-- Goal of the exercise --
Your answer should be every line of the records that contains the word "SourceGraphic", copied as it stands.

Dataset entries
━━━━━━━━━━━━━━━━━━━━

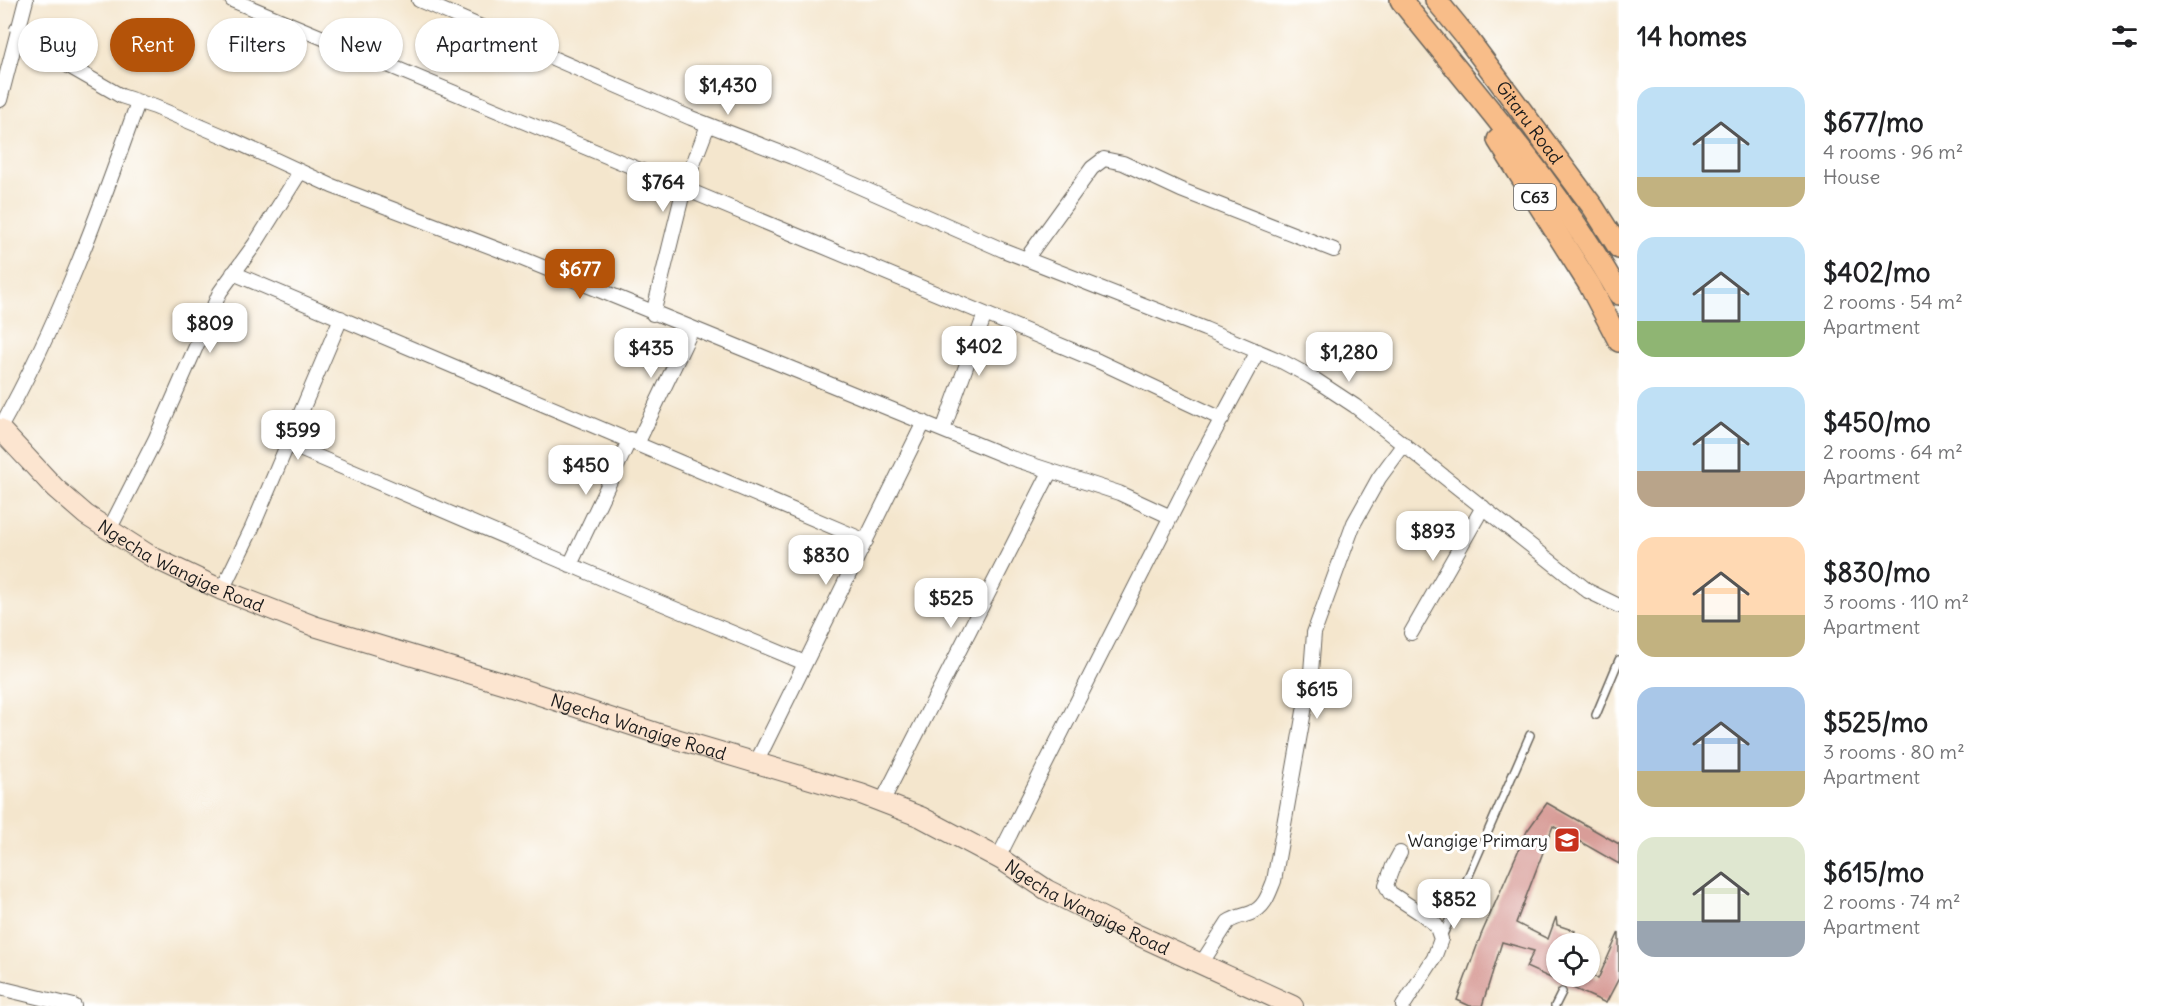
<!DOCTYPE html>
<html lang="en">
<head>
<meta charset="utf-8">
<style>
  body { margin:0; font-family:Delius,sans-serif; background:#f6f6f6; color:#202124; height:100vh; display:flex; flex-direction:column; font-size:22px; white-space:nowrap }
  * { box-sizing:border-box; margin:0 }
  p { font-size:20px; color:#757577 }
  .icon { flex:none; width:33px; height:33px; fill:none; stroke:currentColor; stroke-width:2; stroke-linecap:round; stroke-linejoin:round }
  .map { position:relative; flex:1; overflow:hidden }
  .panel { display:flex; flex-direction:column; background:#fff; width:540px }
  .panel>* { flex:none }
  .hud { position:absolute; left:18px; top:18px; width:570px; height:54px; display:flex; gap:12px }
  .fabs { position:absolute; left:1546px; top:933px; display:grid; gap:12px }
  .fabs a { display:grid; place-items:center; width:54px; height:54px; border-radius:50%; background:#fff; box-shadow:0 2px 4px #0004; font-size:30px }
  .price { position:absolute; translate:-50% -51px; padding:0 14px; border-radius:12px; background:#fff; color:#222; font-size:20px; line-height:39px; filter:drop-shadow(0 2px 3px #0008) }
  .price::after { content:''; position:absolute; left:50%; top:36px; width:18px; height:14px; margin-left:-9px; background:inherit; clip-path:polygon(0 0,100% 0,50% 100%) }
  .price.selected { background:#b45309; color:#fff }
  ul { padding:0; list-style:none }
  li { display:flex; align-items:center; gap:18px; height:150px; padding:0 18px }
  li span { display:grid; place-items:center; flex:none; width:168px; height:120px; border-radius:18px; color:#555 }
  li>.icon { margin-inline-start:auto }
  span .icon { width:72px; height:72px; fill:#fffc; stroke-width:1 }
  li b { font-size:26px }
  h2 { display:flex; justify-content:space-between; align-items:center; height:72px; padding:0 18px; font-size:26px }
  .chip { padding:0 21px; border-radius:27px; background:#fff; box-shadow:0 2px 4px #0004; font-size:21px; line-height:54px }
  .chip.selected { background:#b45309; color:#fff }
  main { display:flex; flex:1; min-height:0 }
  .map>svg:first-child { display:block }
  .building { fill:#d89d98 }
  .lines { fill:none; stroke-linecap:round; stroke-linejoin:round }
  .lane-casing { stroke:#68635a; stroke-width:10 }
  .street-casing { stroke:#68635a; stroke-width:16 }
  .secondary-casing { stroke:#68635a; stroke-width:22 }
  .primary-casing { stroke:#68635a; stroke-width:24 }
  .lane { stroke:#fff; stroke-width:7 }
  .street { stroke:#fff; stroke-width:14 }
  .secondary { stroke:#fce5d0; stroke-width:20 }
  .primary { stroke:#f8bd89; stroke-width:21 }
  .labels { text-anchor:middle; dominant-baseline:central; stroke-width:6; stroke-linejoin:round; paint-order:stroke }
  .shield { fill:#fff; stroke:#606060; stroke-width:1.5 }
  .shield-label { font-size:16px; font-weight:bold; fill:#1c1c1c }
  .street-label { font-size:18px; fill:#1c1c1c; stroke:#fff }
  .poi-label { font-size:18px; fill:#1c1c1c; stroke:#fff; text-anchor:end }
</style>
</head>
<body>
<main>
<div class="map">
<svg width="1619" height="1006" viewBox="0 0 1619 1006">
  <rect width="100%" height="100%" fill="#fff"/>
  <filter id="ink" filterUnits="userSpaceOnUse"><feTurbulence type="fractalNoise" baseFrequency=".0167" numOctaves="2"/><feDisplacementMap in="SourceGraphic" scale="12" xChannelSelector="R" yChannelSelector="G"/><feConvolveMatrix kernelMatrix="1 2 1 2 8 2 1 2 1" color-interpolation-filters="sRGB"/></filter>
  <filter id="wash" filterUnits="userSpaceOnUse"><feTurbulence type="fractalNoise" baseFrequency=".008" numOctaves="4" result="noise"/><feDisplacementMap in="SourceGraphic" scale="24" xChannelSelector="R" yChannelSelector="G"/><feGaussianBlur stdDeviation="1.35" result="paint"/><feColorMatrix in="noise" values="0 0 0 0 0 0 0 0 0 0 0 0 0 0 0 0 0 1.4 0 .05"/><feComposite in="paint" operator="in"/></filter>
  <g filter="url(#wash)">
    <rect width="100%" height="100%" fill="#f4e6cd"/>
    <g id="blocks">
      <!-- building -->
      <path class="building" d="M1547 803 1619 844V864L1553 826 1516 923 1548 939 1556 917 1557 925 1575 931 1569 944H1557V976H1594L1598 979 1619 932V978L1606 1003 1526 967 1534 951 1502 942 1482 1006H1470L1457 1000 1481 935 1527 831Z"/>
    </g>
  </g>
  <g filter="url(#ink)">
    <use href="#blocks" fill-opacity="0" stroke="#68635a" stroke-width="1.5"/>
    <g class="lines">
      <defs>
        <path id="lane" d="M1596 715 1619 660
          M1442 937 1530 735
          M1555 1006 1562 992"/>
        <path id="street" d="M232 0 1098 361 1222 419
          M419 0 691 118 792 157 1003 250 1205 329 1283 362 1311 377 1355 406 1588 591 1619 606
          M17 29 67 65 121 96 155 107 228 138 332 186 518 257 1008 457 1119 493 1171 517
          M0 100 26 0
          M1026 259 1092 168 1104 159 1123 163 1181 190 1334 250
          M233 273C445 361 656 450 866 541
          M653 314 684 188 708 125
          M0 428C58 325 99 213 138 102
          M943 430 985 314
          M638 442 692 329
          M288 444 620 586 805 663
          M109 530 155 440 220 292 255 244 300 172
          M570 565 630 439
          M222 590 252 528 341 318
          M1411 633 1483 507
          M756 763 924 422
          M882 802 1050 472
          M1400 853 1393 866 1386 885 1390 893 1422 914 1436 925 1441 939 1434 958 1403 1006
          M998 858 1203 453 1258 351
          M1201 964 1228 922C1235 917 1243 916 1251 913 1265 908 1269 893 1274 881L1311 672 1314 633 1354 523 1379 478 1404 444
          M0 988 74 1006"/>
        <g id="secondary">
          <path id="s1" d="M0 429 55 488 86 515 152 557 222 590 314 626 515 687 656 733 861 794 921 817 1002 860 1047 890 1129 931 1293 1006"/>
        </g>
        <g id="primary">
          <path d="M1401 0C1477 96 1559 187 1619 294"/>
          <path id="s2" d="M1436 0 1467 38 1593 207 1619 248"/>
          <path d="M1498 140 1589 284 1619 341"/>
        </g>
      </defs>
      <!-- lane casing -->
      <use href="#lane" class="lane-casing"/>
      <!-- street casing -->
      <use href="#street" class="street-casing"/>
      <!-- secondary casing -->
      <use href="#secondary" class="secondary-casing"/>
      <!-- primary casing -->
      <use href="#primary" class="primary-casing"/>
      <!-- lane -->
      <use href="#lane" class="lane"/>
      <!-- street -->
      <use href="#street" class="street"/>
      <!-- secondary -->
      <use href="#secondary" class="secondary"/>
      <!-- primary -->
      <use href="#primary" class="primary"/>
    </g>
  </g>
  <!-- icons -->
  <defs>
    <symbol id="school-square" viewBox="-11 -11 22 22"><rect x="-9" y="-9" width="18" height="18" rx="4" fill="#c8321e" stroke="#fff"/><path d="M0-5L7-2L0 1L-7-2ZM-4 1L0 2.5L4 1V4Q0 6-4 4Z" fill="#fff"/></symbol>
  </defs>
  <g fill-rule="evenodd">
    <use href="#school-square" x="1552" y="825" width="30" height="30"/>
  </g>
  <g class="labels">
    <!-- shield labels -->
    <rect class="shield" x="1514" y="184" width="42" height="26" rx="4.5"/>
    <g class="shield-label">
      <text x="1535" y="197">C63</text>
    </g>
    <!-- street labels -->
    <g class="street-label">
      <text stroke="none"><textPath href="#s2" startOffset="154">Gitaru Road</textPath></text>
      <text stroke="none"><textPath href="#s1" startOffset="230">Ngecha Wangige Road</textPath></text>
      <text stroke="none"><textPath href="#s1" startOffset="716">Ngecha Wangige Road</textPath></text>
      <text stroke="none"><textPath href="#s1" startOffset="1202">Ngecha Wangige Road</textPath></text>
    </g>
    <!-- poi labels -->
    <g class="poi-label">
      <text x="1548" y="840">Wangige Primary</text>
    </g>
  </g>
</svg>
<div class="fabs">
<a><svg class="icon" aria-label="locate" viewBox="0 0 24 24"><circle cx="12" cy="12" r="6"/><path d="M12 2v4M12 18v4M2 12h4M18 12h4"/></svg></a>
</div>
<b class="price" style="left:728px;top:116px">$1,430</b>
<b class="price" style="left:663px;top:213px">$764</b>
<b class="price selected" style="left:580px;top:300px">$677</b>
<b class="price" style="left:210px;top:354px">$809</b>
<b class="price" style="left:979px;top:377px">$402</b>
<b class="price" style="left:651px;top:379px">$435</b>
<b class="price" style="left:1349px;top:383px">$1,280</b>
<b class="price" style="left:298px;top:461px">$599</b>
<b class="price" style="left:586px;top:496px">$450</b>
<b class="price" style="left:1433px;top:562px">$893</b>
<b class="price" style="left:826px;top:586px">$830</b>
<b class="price" style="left:951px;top:629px">$525</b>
<b class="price" style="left:1317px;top:720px">$615</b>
<b class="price" style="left:1454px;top:930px">$852</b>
<div class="hud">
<a class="chip">Buy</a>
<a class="chip selected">Rent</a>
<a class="chip">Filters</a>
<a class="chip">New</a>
<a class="chip">Apartment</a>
</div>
</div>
<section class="panel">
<h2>14 homes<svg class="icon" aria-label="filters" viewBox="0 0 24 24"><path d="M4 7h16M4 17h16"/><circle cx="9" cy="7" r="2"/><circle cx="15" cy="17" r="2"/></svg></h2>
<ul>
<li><span style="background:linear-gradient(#bfe0f5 75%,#c2b280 0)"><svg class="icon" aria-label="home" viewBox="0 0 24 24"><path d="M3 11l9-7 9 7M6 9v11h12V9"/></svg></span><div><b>$677/mo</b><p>4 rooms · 96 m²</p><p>House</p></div></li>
<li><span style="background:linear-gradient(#bfe0f5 70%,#8fb573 0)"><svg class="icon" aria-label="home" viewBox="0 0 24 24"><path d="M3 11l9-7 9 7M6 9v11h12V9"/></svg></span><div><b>$402/mo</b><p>2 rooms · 54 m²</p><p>Apartment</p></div></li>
<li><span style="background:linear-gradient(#bfe0f5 70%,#b9a48a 0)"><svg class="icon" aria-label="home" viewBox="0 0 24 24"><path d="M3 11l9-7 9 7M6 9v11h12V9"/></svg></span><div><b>$450/mo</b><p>2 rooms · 64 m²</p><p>Apartment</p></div></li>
<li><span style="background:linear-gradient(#ffd9b3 65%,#c2b280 0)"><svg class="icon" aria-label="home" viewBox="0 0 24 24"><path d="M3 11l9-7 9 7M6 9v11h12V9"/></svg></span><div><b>$830/mo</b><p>3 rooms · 110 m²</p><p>Apartment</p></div></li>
<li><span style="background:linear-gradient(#a9c7e8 70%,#c2b280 0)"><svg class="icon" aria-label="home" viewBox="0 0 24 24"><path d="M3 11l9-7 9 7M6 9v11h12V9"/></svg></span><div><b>$525/mo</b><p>3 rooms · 80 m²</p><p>Apartment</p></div></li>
<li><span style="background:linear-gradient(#dfe7d0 70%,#9aa5b1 0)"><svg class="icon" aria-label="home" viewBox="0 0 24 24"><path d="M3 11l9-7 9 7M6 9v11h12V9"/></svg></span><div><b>$615/mo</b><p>2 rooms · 74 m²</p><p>Apartment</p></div></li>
</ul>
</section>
</main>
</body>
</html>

━━━━━━━━━━━━━━━━━━━━

-- Reply to the exercise --
  <filter id="ink" filterUnits="userSpaceOnUse"><feTurbulence type="fractalNoise" baseFrequency=".0167" numOctaves="2"/><feDisplacementMap in="SourceGraphic" scale="12" xChannelSelector="R" yChannelSelector="G"/><feConvolveMatrix kernelMatrix="1 2 1 2 8 2 1 2 1" color-interpolation-filters="sRGB"/></filter>
  <filter id="wash" filterUnits="userSpaceOnUse"><feTurbulence type="fractalNoise" baseFrequency=".008" numOctaves="4" result="noise"/><feDisplacementMap in="SourceGraphic" scale="24" xChannelSelector="R" yChannelSelector="G"/><feGaussianBlur stdDeviation="1.35" result="paint"/><feColorMatrix in="noise" values="0 0 0 0 0 0 0 0 0 0 0 0 0 0 0 0 0 1.4 0 .05"/><feComposite in="paint" operator="in"/></filter>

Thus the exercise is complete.